== Recorded information

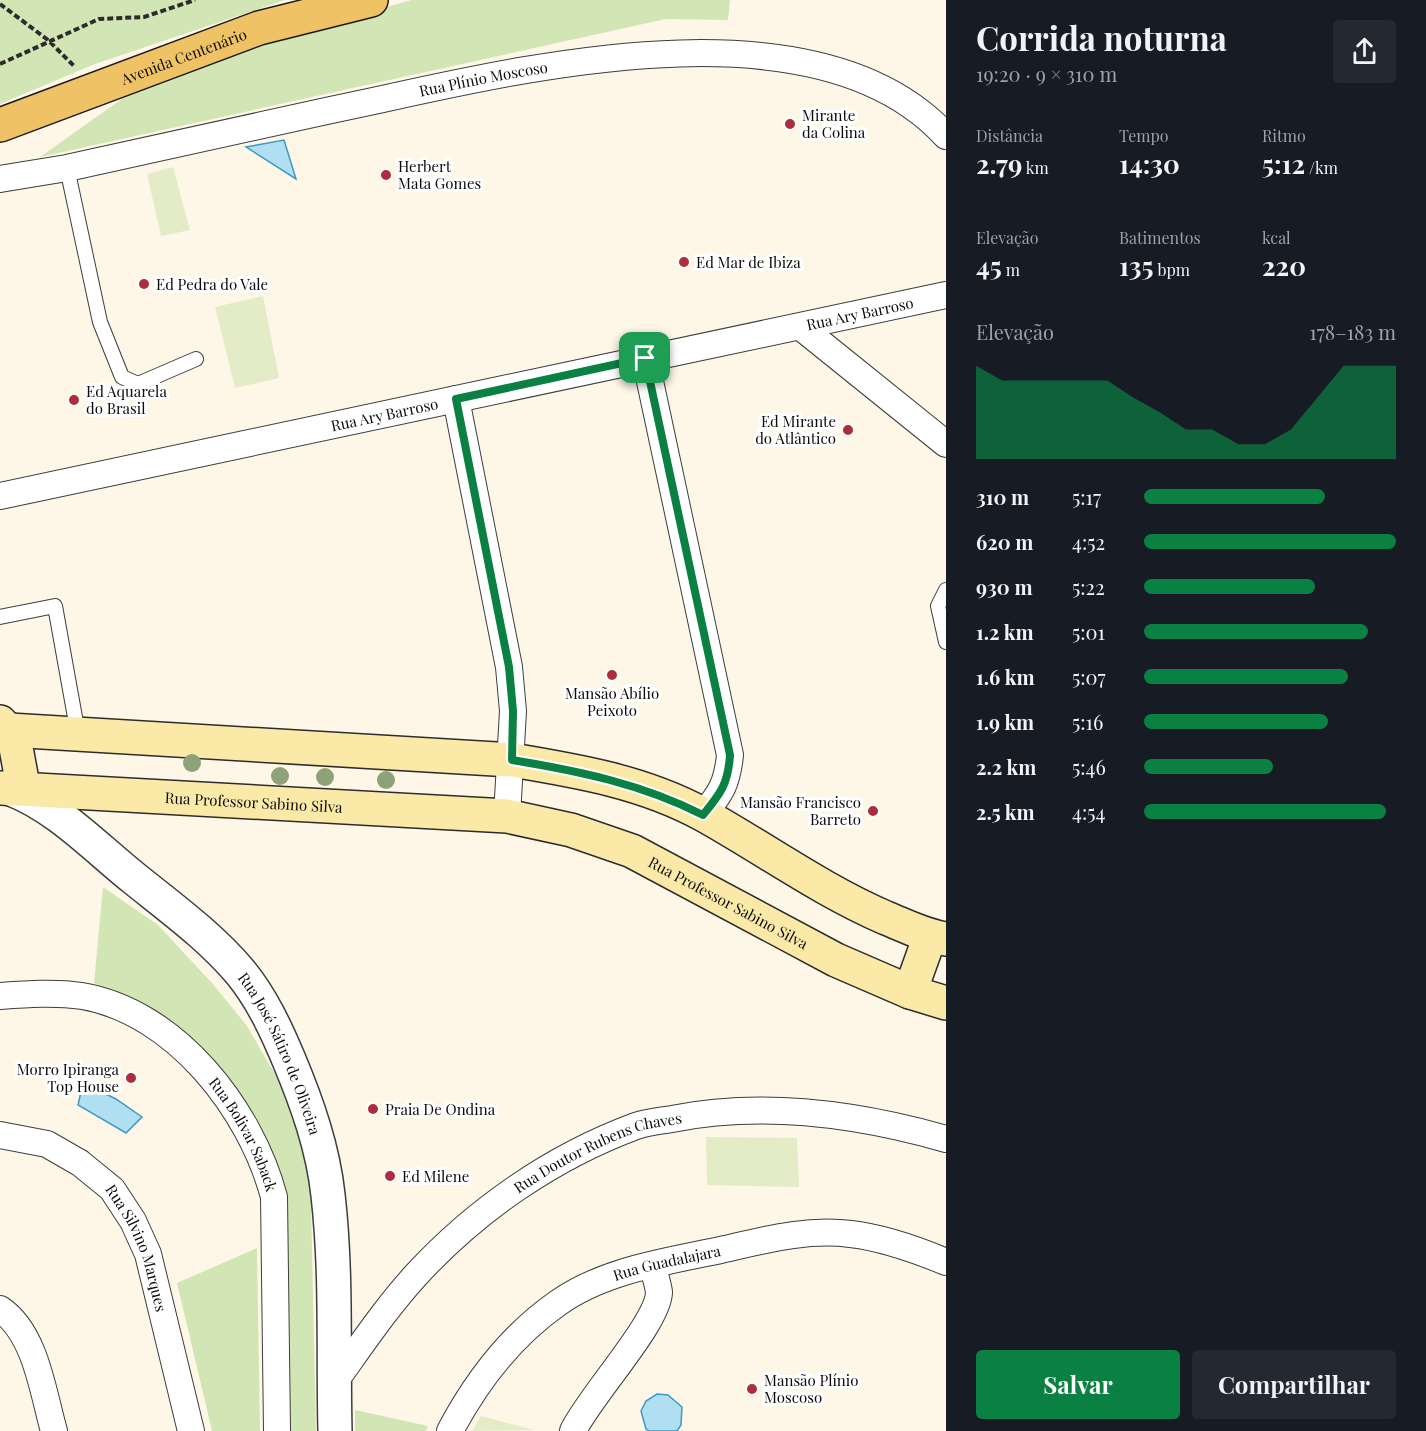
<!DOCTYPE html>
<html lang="pt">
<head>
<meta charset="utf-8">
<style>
  body { margin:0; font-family:"Playfair Display",serif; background:#242831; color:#f1f3f6; height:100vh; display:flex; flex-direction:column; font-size:22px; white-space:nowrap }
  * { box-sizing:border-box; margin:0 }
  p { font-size:20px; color:#9ea1a6 }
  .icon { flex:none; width:33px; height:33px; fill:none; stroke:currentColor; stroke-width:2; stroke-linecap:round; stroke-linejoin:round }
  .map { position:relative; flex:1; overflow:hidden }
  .details { display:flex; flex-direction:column; background:#171b24; width:480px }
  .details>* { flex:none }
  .pin { position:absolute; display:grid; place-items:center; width:51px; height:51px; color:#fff; margin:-26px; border-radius:12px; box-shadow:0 3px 9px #0006 }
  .round { display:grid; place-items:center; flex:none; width:63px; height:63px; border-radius:6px; background:#242831 }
  .headline { display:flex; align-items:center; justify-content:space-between; height:102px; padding:0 30px }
  h1 { font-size:33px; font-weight:700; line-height:45px }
  .metrics { display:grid; grid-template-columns:repeat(3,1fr); gap:9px; height:102px; padding:6px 30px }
  .metrics div { display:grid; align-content:center }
  .metrics b { font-size:26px; font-weight:700 }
  .metrics small { font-size:16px; font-weight:400 }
  .metrics p { font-size:16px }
  .chart { height:168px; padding:12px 30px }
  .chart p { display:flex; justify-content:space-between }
  .chart svg { width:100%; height:108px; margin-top:6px; fill:#0b8043; opacity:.7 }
  .button { display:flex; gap:12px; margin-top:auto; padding:12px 30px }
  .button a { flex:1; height:69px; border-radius:6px; background:#0b8043; color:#fff; font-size:24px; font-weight:700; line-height:69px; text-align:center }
  .button a+a { background:#242831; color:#f1f3f6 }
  ul { padding:0 30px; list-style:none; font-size:20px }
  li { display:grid; grid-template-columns:96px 72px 1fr; align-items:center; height:45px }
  li i { height:15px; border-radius:8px; background:#0b8043 }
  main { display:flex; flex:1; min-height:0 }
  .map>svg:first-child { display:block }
  .green { fill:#d2e5b5 }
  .pitch { fill:#e3ecc6 }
  .water { fill:#b0dff1; stroke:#3c9ac3; stroke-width:1.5 }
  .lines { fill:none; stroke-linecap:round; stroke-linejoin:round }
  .service-casing { stroke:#3d3d3d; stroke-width:16 }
  .minor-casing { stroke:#3d3d3d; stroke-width:28 }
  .tertiary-casing { stroke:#3d3d3d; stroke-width:36 }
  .secondary-casing { stroke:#2c2c2c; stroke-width:36 }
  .primary-casing { stroke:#1b1b1b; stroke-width:36 }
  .path { stroke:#2c2c2c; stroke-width:4; stroke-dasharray:6 3; stroke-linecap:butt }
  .service { stroke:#fff; stroke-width:14 }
  .minor { stroke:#fff; stroke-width:26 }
  .tertiary { stroke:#fff; stroke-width:33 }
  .secondary { stroke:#fae9a7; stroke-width:33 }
  .primary { stroke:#f0c266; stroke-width:33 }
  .tree { fill:#8ea27a }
  .route-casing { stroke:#fff; stroke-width:12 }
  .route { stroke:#0b8043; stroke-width:8 }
  .poi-dot { fill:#af2c3e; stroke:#fff; stroke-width:2 }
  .labels { text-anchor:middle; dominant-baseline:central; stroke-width:6; stroke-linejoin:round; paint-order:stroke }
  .street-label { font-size:15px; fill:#0a0a0a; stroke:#fff }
  .poi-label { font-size:15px; fill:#0a0a0a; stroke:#fff; text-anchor:start }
</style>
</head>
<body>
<main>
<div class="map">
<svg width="946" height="1431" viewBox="0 0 946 1431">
  <rect width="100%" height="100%" fill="#fef7e8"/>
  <path class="green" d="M0,0H285L95,64L0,104Z
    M411,0H730L728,20L666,19L40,157L154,76Z
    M103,887L158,925L212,983L247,1026L286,1093L306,1150L311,1202L316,1431H284L280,1192L170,1022L94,983Z
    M257,1248L260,1431H212L177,1283Z
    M355,1410L428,1426L426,1431H355Z"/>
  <path class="pitch" d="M173,167L190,230L161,236L147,174Z
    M263,296L279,378L235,388L215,307Z
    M706,1137L797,1138L799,1187L707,1185Z
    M481,1416L534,1430L472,1431Z"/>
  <path class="water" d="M284,140L296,179L246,147Z
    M83,1083L116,1099L142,1117L126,1133L78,1105Z
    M657,1394L668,1395L682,1407L681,1425L677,1431H649L646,1429L641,1411L646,1401Z"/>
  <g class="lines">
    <defs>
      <path id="service" d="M67,168L100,322L122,377L138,384L196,359
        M946,590L938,606L946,642
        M0,617L55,606L78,734"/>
      <g id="minor">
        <path id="s1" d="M0,179L67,168C170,145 274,122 378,100C541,64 822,0 946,136"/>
        <path d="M802,328L946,444"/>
        <path d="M645,358L730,755C727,784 721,793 703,815"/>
        <path d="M456,399L509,667L513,711L507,816"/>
        <path id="s2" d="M0,496L946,295"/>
        <path id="s3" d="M0,996C27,994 56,992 82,996C176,1012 251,1110 274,1197L277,1431"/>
        <path id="s4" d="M0,1135L47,1144L80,1163L112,1189L133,1221L148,1254L191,1431"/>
        <path d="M0,1309C36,1333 43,1393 54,1431"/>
        <path id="s5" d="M333,1384C360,1347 385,1309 416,1275C476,1210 552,1157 636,1126C647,1122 660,1121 672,1119C762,1101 858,1114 946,1139"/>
        <path id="s6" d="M450,1431C476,1382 512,1335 558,1303C603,1271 663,1262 716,1251C761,1241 805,1228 851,1234C884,1238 915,1249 946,1262"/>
        <path d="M573,1431C589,1397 659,1322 659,1292C658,1284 654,1273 653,1265"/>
      </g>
      <g id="tertiary">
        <path id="s7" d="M11,789C58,807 96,848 135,879C171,908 211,937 241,973C262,999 276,1029 289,1060C307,1103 323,1148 328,1195C337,1273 333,1353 335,1431"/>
      </g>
      <g id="secondary">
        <path d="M0,722L14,737L21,775L11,789"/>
        <path d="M9,730L512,760C578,771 644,782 704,815C765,849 821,890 886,918C906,926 925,936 946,939"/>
        <path id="s8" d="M0,788L507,816L571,830L632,851L836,960L910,992L946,1003"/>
        <path d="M910,992L930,936"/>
      </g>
      <g id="primary">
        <path id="s9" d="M0,125L259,28L371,0"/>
      </g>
    </defs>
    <use href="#service" class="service-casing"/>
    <use href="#minor" class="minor-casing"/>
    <use href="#tertiary" class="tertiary-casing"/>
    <use href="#secondary" class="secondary-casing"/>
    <use href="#primary" class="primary-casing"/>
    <path class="path" d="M0,4L48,40L75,67
      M0,64L99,19L144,17L195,0"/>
    <use href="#service" class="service"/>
    <use href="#minor" class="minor"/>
    <use href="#tertiary" class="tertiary"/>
    <use href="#secondary" class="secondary"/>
    <use href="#primary" class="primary"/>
  </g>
  <g class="tree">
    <circle cx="192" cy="763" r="9"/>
    <circle cx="280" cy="776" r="9"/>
    <circle cx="325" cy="777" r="9"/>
    <circle cx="386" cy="780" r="9"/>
  </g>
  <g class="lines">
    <defs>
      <path id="route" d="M645,358L730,755C728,784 721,793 703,815C642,784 579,771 512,760L513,711L509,667L456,399Z"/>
    </defs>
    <use href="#route" class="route-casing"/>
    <use href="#route" class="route"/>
  </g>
  <g class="poi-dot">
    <circle cx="790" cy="124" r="6"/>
    <circle cx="386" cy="175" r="6"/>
    <circle cx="684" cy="262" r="6"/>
    <circle cx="144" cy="284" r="6"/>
    <circle cx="74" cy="400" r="6"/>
    <circle cx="848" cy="430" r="6"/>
    <circle cx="612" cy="675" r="6"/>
    <circle cx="873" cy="811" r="6"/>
    <circle cx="131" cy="1078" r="6"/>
    <circle cx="373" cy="1109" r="6"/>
    <circle cx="390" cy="1176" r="6"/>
    <circle cx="752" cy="1389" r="6"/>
  </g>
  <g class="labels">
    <g class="street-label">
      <text stroke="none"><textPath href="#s9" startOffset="196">Avenida Centenário</textPath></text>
      <text stroke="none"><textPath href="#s1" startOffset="494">Rua Plínio Moscoso</textPath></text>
      <text stroke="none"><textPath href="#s2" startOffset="879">Rua Ary Barroso</textPath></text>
      <text stroke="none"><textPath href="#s2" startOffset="393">Rua Ary Barroso</textPath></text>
      <text stroke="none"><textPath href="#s8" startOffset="254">Rua Professor Sabino Silva</textPath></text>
      <text stroke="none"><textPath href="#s8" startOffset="747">Rua Professor Sabino Silva</textPath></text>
      <text stroke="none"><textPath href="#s7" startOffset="386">Rua José Sátiro de Oliveira</textPath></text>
      <text stroke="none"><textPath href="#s3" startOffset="304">Rua Bolivar Saback</textPath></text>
      <text stroke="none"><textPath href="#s5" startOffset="360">Rua Doutor Rubens Chaves</textPath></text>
      <text stroke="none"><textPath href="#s4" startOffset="192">Rua Silvino Marques</textPath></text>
      <text stroke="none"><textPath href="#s6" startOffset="286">Rua Guadalajara</textPath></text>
    </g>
    <g class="poi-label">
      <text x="802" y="115">Mirante<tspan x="802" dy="17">da Colina</tspan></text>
      <text x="398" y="166">Herbert<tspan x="398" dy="17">Mata Gomes</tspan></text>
      <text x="696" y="262">Ed Mar de Ibiza</text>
      <text x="156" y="284">Ed Pedra do Vale</text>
      <text x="86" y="391">Ed Aquarela<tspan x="86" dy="17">do Brasil</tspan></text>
      <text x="836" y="421" text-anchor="end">Ed Mirante<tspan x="836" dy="17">do Atlântico</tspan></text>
      <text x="612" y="693" text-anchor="middle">Mansão Abílio<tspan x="612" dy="17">Peixoto</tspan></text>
      <text x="861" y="802" text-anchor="end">Mansão Francisco<tspan x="861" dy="17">Barreto</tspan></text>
      <text x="119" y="1069" text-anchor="end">Morro Ipiranga<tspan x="119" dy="17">Top House</tspan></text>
      <text x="385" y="1109">Praia De Ondina</text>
      <text x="402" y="1176">Ed Milene</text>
      <text x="764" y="1380">Mansão Plínio<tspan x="764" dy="17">Moscoso</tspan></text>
    </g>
  </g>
</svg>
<div class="pin" style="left:645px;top:358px;background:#1e9e55"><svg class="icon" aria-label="arrive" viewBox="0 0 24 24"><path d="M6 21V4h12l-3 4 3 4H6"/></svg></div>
</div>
<section class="details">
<div class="headline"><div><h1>Corrida noturna</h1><p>19:20 · 9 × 310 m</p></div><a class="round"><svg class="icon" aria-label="share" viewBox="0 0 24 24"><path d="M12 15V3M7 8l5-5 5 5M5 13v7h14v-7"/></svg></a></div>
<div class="metrics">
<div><p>Distância</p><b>2.79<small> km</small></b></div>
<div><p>Tempo</p><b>14:30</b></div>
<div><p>Ritmo</p><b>5:12<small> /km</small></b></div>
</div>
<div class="metrics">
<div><p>Elevação</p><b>45<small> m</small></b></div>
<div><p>Batimentos</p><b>135<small> bpm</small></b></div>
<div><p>kcal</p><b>220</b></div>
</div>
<div class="chart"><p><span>Elevação</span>178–183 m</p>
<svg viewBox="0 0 160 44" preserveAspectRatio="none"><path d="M0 44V6L10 12L20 12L30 12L40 12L50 12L60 19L70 25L80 32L90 32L100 38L110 38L120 32L130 19L140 6L150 6L160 6V44z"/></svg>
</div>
<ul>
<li><b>310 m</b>5:17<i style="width:72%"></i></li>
<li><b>620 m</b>4:52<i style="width:100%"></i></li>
<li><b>930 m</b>5:22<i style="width:68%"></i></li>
<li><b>1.2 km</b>5:01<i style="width:89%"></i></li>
<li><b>1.6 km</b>5:07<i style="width:81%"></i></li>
<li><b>1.9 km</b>5:16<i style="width:73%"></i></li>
<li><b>2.2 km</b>5:46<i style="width:51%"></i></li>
<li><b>2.5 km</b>4:54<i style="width:96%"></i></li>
</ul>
<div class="button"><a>Salvar</a><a>Compartilhar</a></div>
</section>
</main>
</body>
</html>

====

Try it —
A line belongs in the answer if it contains the word "linejoin"; copy every such line from the data above.

Result of this task —
  .icon { flex:none; width:33px; height:33px; fill:none; stroke:currentColor; stroke-width:2; stroke-linecap:round; stroke-linejoin:round }
  .lines { fill:none; stroke-linecap:round; stroke-linejoin:round }
  .labels { text-anchor:middle; dominant-baseline:central; stroke-width:6; stroke-linejoin:round; paint-order:stroke }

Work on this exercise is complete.